◆ **PROMPT**
What is the number of lines in the entries that contain "height"? Reply with that number only.

◆ **THE INPUT**
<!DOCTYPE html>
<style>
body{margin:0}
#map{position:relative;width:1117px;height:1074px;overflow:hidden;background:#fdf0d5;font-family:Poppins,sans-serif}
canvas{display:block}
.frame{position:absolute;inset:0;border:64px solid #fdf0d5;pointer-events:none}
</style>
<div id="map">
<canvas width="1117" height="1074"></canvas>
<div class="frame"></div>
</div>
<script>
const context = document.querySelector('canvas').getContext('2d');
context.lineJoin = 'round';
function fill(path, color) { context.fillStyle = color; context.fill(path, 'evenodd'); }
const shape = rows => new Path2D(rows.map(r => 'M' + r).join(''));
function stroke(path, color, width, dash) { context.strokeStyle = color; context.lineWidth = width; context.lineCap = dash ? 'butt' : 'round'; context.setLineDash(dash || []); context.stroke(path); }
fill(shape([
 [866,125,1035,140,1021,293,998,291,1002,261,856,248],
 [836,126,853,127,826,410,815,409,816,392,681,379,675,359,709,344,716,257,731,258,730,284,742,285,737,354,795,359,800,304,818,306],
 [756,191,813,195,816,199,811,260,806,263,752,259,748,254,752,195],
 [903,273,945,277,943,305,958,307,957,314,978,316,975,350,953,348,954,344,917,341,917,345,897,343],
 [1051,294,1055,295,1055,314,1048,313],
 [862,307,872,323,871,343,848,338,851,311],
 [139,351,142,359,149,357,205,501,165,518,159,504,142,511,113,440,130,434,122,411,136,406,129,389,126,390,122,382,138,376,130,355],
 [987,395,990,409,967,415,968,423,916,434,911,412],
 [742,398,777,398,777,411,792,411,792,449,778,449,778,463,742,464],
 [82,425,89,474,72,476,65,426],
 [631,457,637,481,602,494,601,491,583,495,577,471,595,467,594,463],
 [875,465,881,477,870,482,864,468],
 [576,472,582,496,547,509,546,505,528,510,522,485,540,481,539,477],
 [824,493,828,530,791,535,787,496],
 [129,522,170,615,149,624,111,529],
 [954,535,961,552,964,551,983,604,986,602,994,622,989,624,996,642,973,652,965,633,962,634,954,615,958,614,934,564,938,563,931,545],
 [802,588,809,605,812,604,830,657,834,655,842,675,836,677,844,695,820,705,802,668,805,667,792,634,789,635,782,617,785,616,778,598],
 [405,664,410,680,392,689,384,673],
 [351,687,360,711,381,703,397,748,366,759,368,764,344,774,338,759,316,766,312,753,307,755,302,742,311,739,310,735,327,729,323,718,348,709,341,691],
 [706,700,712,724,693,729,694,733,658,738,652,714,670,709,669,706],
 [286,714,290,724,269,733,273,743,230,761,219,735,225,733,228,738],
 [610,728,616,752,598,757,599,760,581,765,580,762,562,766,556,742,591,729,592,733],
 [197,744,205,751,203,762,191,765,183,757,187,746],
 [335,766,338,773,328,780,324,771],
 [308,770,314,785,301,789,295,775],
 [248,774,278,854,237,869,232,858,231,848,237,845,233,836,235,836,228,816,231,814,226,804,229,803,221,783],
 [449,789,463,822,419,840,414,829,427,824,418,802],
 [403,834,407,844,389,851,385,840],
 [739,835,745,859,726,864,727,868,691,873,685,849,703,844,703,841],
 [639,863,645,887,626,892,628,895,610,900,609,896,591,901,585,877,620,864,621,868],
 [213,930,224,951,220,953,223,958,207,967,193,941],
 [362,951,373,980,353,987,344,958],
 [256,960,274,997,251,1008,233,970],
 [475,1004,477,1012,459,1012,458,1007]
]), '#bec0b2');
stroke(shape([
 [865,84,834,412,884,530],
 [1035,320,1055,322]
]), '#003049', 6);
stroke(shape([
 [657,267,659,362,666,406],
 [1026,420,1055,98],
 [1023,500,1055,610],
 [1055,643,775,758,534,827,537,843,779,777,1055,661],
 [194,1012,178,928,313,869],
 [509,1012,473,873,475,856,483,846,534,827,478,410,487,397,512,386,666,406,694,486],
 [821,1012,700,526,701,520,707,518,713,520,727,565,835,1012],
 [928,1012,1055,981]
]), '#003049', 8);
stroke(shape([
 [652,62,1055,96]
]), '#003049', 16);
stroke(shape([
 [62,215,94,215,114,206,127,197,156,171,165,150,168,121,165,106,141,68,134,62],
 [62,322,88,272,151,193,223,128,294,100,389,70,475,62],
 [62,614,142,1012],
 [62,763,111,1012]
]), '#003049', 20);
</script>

◆ **TASK RESULT**
2